Mom told us to tell you that she's worried, so if you could send her an owl convincing her that you're not the target of assassination, it'd be most appreciated it. As always, dad has more questions about muggle things he wants answered. I'm sure soon enough he'll owl you with his questions.

One last thing: try and see Ron a little more, would you? He's doing all right in Hufflepuff but he misses you Harry, not that he'll ever admit it. Go...

Harry had to squint to make out the next word. He suspected that the word "study" was initially there, but then the thought of actually suggesting that they do that was too horrid for the twins.

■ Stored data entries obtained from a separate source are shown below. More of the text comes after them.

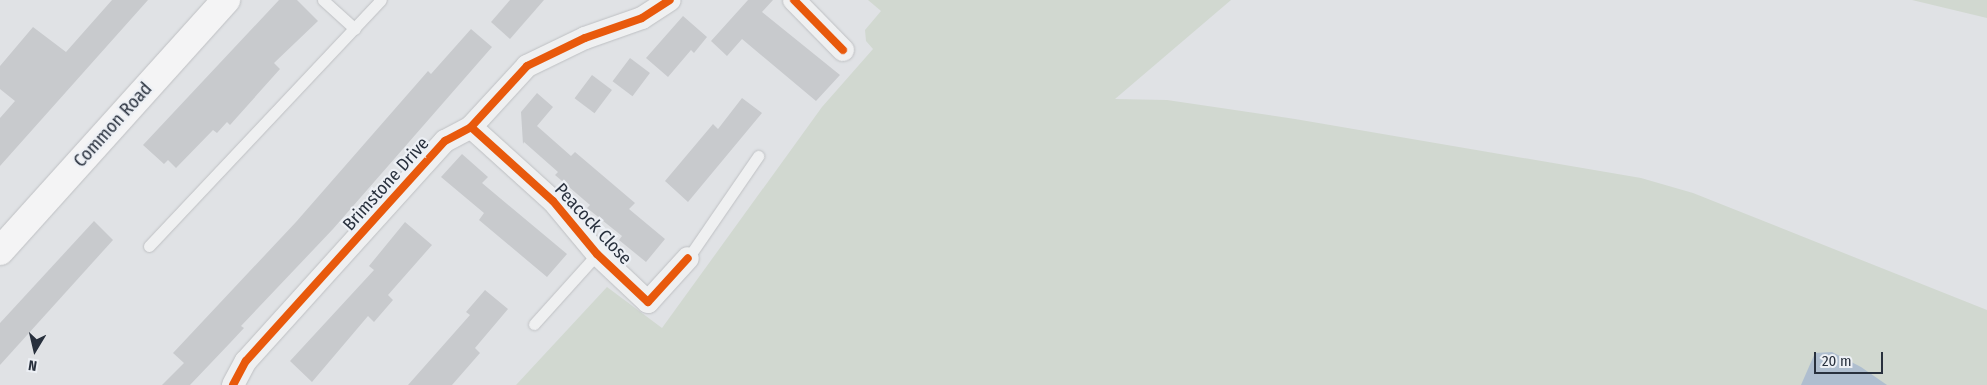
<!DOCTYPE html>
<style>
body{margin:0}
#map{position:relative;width:1987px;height:385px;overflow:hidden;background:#e0e2e5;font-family:"Fira Sans Condensed",sans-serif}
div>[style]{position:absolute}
.green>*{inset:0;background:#d1d8d0}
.water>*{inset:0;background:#afbecf}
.building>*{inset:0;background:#c8cacd;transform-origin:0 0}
.roads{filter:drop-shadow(0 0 1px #bec0c3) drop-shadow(0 0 1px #bec0c3)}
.service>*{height:11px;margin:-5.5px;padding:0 5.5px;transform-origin:5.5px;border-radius:5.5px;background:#eff0f1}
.minor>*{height:22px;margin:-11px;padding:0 11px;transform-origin:11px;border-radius:11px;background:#eff0f1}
.primary>*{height:28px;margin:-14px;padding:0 14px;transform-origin:14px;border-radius:14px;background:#f4f4f5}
.cycleway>*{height:8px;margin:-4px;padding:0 4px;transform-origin:4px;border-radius:4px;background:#e8590c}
span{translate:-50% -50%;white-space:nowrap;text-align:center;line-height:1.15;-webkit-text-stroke:4.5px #edf0f5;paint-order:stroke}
.street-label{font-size:18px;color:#28303d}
.north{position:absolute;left:10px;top:325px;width:50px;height:50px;-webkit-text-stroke:4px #edf0f5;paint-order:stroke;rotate:189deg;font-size:14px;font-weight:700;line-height:20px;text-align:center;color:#28303d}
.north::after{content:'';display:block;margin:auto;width:18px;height:22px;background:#28303d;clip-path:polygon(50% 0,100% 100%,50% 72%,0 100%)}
.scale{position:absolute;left:1814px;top:352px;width:69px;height:22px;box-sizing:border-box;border:2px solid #28303d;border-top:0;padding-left:6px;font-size:15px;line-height:18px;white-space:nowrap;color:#28303d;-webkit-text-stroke:4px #edf0f5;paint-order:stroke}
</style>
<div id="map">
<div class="green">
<div style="clip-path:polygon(868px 0,1231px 0,1115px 99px,1167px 100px,1295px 119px,1641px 178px,1693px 193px,1987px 310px,1987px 385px,516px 385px,607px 287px,662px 328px,822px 107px,873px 49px,866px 41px,865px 30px,881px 11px)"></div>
<div style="clip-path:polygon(1912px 0,1987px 0,1987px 18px)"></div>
</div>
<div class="water">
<div style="clip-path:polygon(1832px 352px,1861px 367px,1887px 385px,1801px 385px,1815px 353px)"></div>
</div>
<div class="building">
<div style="clip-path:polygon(112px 0,148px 0,0 166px,0 118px,15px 101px,0 89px,0 66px,33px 27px,66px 52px)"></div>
<div style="clip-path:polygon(279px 0,297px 0,318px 21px,274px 63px,280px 69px,230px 125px,227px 122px,217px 133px,213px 130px,176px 168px,168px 160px,164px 164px,143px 145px)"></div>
<div style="clip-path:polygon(510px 0,544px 0,510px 39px,491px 22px)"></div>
<div style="clip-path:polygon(748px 0,773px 0,762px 12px,840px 75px,816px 101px,742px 39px,727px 56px,711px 41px)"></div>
<div style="clip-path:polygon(683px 16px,707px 37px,694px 53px,691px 50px,668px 77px,646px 58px)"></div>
<div style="clip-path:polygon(471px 29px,492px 47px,333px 229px,241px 326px,244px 328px,230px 343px,190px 385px,162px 385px,184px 363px,173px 353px,296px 222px,428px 71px,431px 74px)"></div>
<div style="left:630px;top:58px;width:25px;height:29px;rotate:37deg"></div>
<div style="left:592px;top:75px;width:25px;height:29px;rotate:37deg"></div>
<div style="clip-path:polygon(537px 93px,553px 107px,537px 126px,571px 156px,575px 152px,635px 203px,629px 209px,665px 239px,646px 262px,619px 240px,622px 236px,587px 208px,590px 205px,555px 175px,558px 172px,524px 142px,523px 144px,521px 112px)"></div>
<div style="clip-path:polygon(742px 98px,762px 113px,688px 202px,665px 181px,713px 124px,718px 129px)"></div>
<div style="clip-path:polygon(462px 154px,488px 177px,482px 183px,567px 254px,547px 277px,479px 220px,484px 213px,441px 177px)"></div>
<div style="clip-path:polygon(94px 221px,113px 240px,0 365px,0 323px)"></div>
<div style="clip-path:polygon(405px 222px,432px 245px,388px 295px,393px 300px,374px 322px,368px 316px,312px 382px,290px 361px,374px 270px,369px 266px)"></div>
<div style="clip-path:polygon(485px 290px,508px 309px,475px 348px,480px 353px,452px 385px,408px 385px,470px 315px,466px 312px)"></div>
</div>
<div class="roads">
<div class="service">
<div style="left:323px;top:0;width:43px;rotate:42.2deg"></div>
<div style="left:149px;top:246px;width:338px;rotate:-46.7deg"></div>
<div style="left:688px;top:258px;width:124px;rotate:-55.5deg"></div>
<div style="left:534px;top:324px;width:94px;rotate:-48deg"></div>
</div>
<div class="minor">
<div style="left:794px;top:0;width:70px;rotate:45.6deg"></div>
<div style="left:471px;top:127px;width:110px;rotate:42.1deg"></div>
<div style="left:553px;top:201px;width:69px;rotate:50.3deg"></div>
<div style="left:597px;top:254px;width:70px;rotate:43.3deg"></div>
<div style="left:648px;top:302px;width:59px;rotate:-47.7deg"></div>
<div style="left:233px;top:385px;width:27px;rotate:-62deg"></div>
<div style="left:246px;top:361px;width:297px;rotate:-47.9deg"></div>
<div style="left:445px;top:141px;width:30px;rotate:-28deg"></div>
<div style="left:471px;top:127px;width:83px;rotate:-47.4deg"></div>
<div style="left:527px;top:66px;width:64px;rotate:-25.8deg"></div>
<div style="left:585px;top:38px;width:60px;rotate:-19.3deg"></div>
<div style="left:642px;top:18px;width:33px;rotate:-33deg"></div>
</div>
<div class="primary">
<div style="left:0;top:251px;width:338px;rotate:-48deg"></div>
</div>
</div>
<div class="cycleway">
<div style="left:794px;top:0;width:70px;rotate:45.6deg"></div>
<div style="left:471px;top:127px;width:110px;rotate:42.1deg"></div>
<div style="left:553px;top:201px;width:69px;rotate:50.3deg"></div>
<div style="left:597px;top:254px;width:70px;rotate:43.3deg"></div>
<div style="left:648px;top:302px;width:59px;rotate:-47.7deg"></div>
<div style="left:233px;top:385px;width:27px;rotate:-62deg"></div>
<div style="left:246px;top:361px;width:297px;rotate:-47.9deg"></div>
<div style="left:445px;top:141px;width:30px;rotate:-28deg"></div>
<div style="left:471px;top:127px;width:83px;rotate:-47.4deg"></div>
<div style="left:527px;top:66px;width:64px;rotate:-25.8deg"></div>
<div style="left:585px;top:38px;width:60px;rotate:-19.3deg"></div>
<div style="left:642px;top:18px;width:33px;rotate:-33deg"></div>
</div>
<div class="street-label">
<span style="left:113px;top:125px;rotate:-48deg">Common Road</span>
<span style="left:386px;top:184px;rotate:-48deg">Brimstone Drive</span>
<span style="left:593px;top:224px;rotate:47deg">Peacock Close</span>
</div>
<div class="north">N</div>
<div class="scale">20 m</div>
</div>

Go...play wizards chess or exploding snap or something. It's for your own good

George's handwriting took over at that point.

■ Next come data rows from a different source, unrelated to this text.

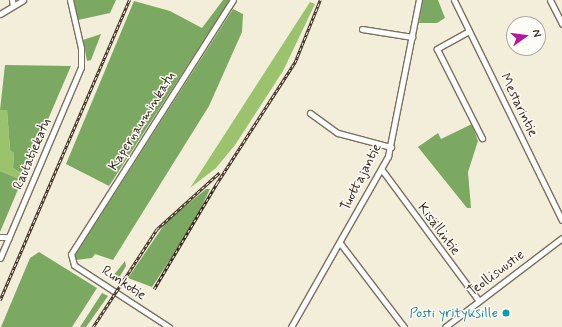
<!DOCTYPE html>
<meta charset="utf-8">
<style>
body{margin:0}
#map{position:relative;width:562px;height:327px;overflow:hidden;background:#f3eeda;font-family:Mynerve,sans-serif}
div>[style]{position:absolute}
.green>*{inset:0;background:#9bc36e}
.forest>*{inset:0;background:#7ca961}
.roads{filter:drop-shadow(1px 0 #7b6f60) drop-shadow(-1px 0 #7b6f60) drop-shadow(0 1px #7b6f60) drop-shadow(0 -1px #7b6f60)}
.minor>*{height:5px;margin:-2.5px;padding:0 2.5px;transform-origin:2.5px;border-radius:2.5px;background:#fff}
.rail>*{height:2.5px;margin-top:-1.25px;transform-origin:0;background:repeating-linear-gradient(90deg,#fdfcf7 0 3px,#3b2a1e 0 6px);box-sizing:border-box;border-block:1px solid #3b2a1e}
.dots>*{width:11px;height:11px;translate:-50% -50%;box-sizing:border-box;border:2px solid #fdfcf7;border-radius:50%}
span{translate:-50% -50%;white-space:nowrap;text-align:center;line-height:1.15;-webkit-text-stroke:3px #fdfcf7;paint-order:stroke}
.street-label{font-size:14px;color:#3b2a1e}
.culture-label{font-size:14px;color:#0d838f}
.right{translate:-100% -50%;text-align:right}
.north{position:absolute;left:506px;top:16px;width:40px;height:40px;box-sizing:border-box;background:#fdfcf7;border:1px solid #afa8a0;border-radius:50%;rotate:76deg;font-size:11px;font-weight:700;line-height:16px;text-align:center;color:#3b2a1e}
.north::after{content:'';display:block;margin:auto;width:14px;height:18px;background:#b5179e;clip-path:polygon(50% 0,100% 100%,50% 72%,0 100%)}
</style>
<div id="map">
<div class="green">
<i style="clip-path:polygon(310px 2px,315px 4px,283px 71px,235px 145px,216px 168px,190px 188px)"></i>
<i style="clip-path:polygon(0 110px,7px 110px,10px 150px,14px 153px,13px 168px,24px 175px,22px 180px,0 171px)"></i>
</div>
<div class="forest">
<i style="clip-path:polygon(74px 0,116px 0,110px 13px,78px 20px)"></i>
<i style="clip-path:polygon(223px 0,230px 0,109px 186px,66px 164px,134px 1px,170px 11px,202px 28px)"></i>
<i style="clip-path:polygon(423px 0,438px 0,445px 18px,437px 23px,419px 23px)"></i>
<i style="clip-path:polygon(233px 9px,243px 14px,242px 32px,209px 106px,113px 260px,95px 254px,92px 258px,76px 260px,76px 254px)"></i>
<i style="clip-path:polygon(101px 34px,91px 60px,87px 61px,83px 40px)"></i>
<i style="clip-path:polygon(5px 65px,71px 66px,24px 175px,13px 168px,14px 153px,10px 150px,7px 110px,0 110px)"></i>
<i style="clip-path:polygon(472px 124px,478px 141px,468px 172px,471px 208px,467px 208px,418px 147px,438px 133px,441px 139px)"></i>
<i style="clip-path:polygon(0 171px,22px 180px,0 232px)"></i>
<i style="clip-path:polygon(206px 189px,210px 189px,193px 225px,152px 287px,128px 278px,166px 222px)"></i>
<i style="clip-path:polygon(39px 252px,97px 288px,72px 327px,1px 327px,30px 258px)"></i>
<i style="clip-path:polygon(125px 261px,126px 266px,116px 283px,113px 276px)"></i>
<i style="clip-path:polygon(102px 293px,108px 296px,86px 327px,80px 327px)"></i>
</div>
<div class="roads">
<div class="minor">
<i style="left:12px;top:0;width:6px;rotate:81deg"></i>
<i style="left:454px;top:0;width:245px;rotate:63.9deg"></i>
<i style="left:550px;top:0;width:27px;rotate:63deg"></i>
<i style="left:0;top:14px;width:27px;rotate:-31deg"></i>
<i style="left:362px;top:29px;width:51px;rotate:9.1deg"></i>
<i style="left:469px;top:31px;width:37px;rotate:151deg"></i>
<i style="left:437px;top:49px;width:100px;rotate:63.2deg"></i>
<i style="left:310px;top:113px;width:34px;rotate:36deg"></i>
<i style="left:338px;top:133px;width:55px;rotate:14.8deg"></i>
<i style="left:382px;top:170px;width:163px;rotate:53.5deg"></i>
<i style="left:0;top:237px;width:9px"></i>
<i style="left:340px;top:243px;width:106px;rotate:52.7deg"></i>
<i style="left:0;top:258px;width:207px;rotate:-67deg"></i>
<i style="left:81px;top:67px;width:19px;rotate:-90deg"></i>
<i style="left:81px;top:48px;width:49px;rotate:-102.9deg"></i>
<i style="left:169px;top:327px;width:113px;rotate:-146.9deg"></i>
<i style="left:74px;top:265px;width:11px;rotate:-105deg"></i>
<i style="left:71px;top:254px;width:301px;rotate:-57.5deg"></i>
<i style="left:291px;top:327px;width:197px;rotate:-60.4deg"></i>
<i style="left:388px;top:156px;width:159px;rotate:-78.8deg"></i>
<i style="left:445px;top:327px;width:147px;rotate:-37.3deg"></i>
</div>
</div>
<div class="rail">
<i style="left:154px;top:289px;width:123px;rotate:-59.3deg"></i>
<i style="left:217px;top:183px;width:144px;rotate:-57.2deg"></i>
<i style="left:295px;top:62px;width:67px;rotate:-68deg"></i>
<i style="left:0;top:300px;width:327px;rotate:-66.7deg"></i>
<i style="left:93px;top:327px;width:117px;rotate:-56.9deg"></i>
<i style="left:157px;top:229px;width:84px;rotate:-42.1deg"></i>
</div>
<div class="dots">
<i style="left:506px;top:313px;background:#0f9aa8"></i>
</div>
<div class="street-label">
<span style="left:519px;top:105px;rotate:64deg">Mestarintie</span>
<span style="left:142px;top:121px;rotate:-58deg">Kapernauminkatu</span>
<span style="left:32px;top:154px;rotate:-67deg">Rautatiekatu</span>
<span style="left:361px;top:177px;rotate:-63deg">Tuottajantie</span>
<span style="left:439px;top:229px;rotate:53deg">Kisällintie</span>
<span style="left:496px;top:273px;rotate:-37deg">Teollisuustie</span>
<span style="left:124px;top:283px;rotate:34deg">Runkotie</span>
</div>
<div class="culture-label">
<span class="right" style="left:498px;top:313px">Posti yrityksille</span>
</div>
<div class="north">N</div>
</div>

And now that we sound like our mum, we're going to take off. Take care Harry.

Fred & George

Harry rolled that scroll up and placed it in his sack, now that it was time to go to transfigurations. He walked with the other fifth years, although none of them were chatty, for which Harry was relieved. Ron missed him? It had only been a few days since the term started. Still, he was always up for a game of exploding snap and his best competition had always been Ron.

* * *

The day was unexceptional. Transfigurations had been difficult as always: they were attempting to convert ordinary muggle teapots into those similar in the children's song. Harry had gotten the dance, but its singing was awful. The thing sounded tone deaf. He still wasn't quite sure where he went wrong, but time ran out before he could fix it.

Professor McGonagall announced they'd continue this work next time due to the fact that no one had managed to successfully transform their kettle, and gave them several chapters of reading to do.

If Harry noticed the slightly pitying and concerned look the she gave him as he left, he made no sign of it.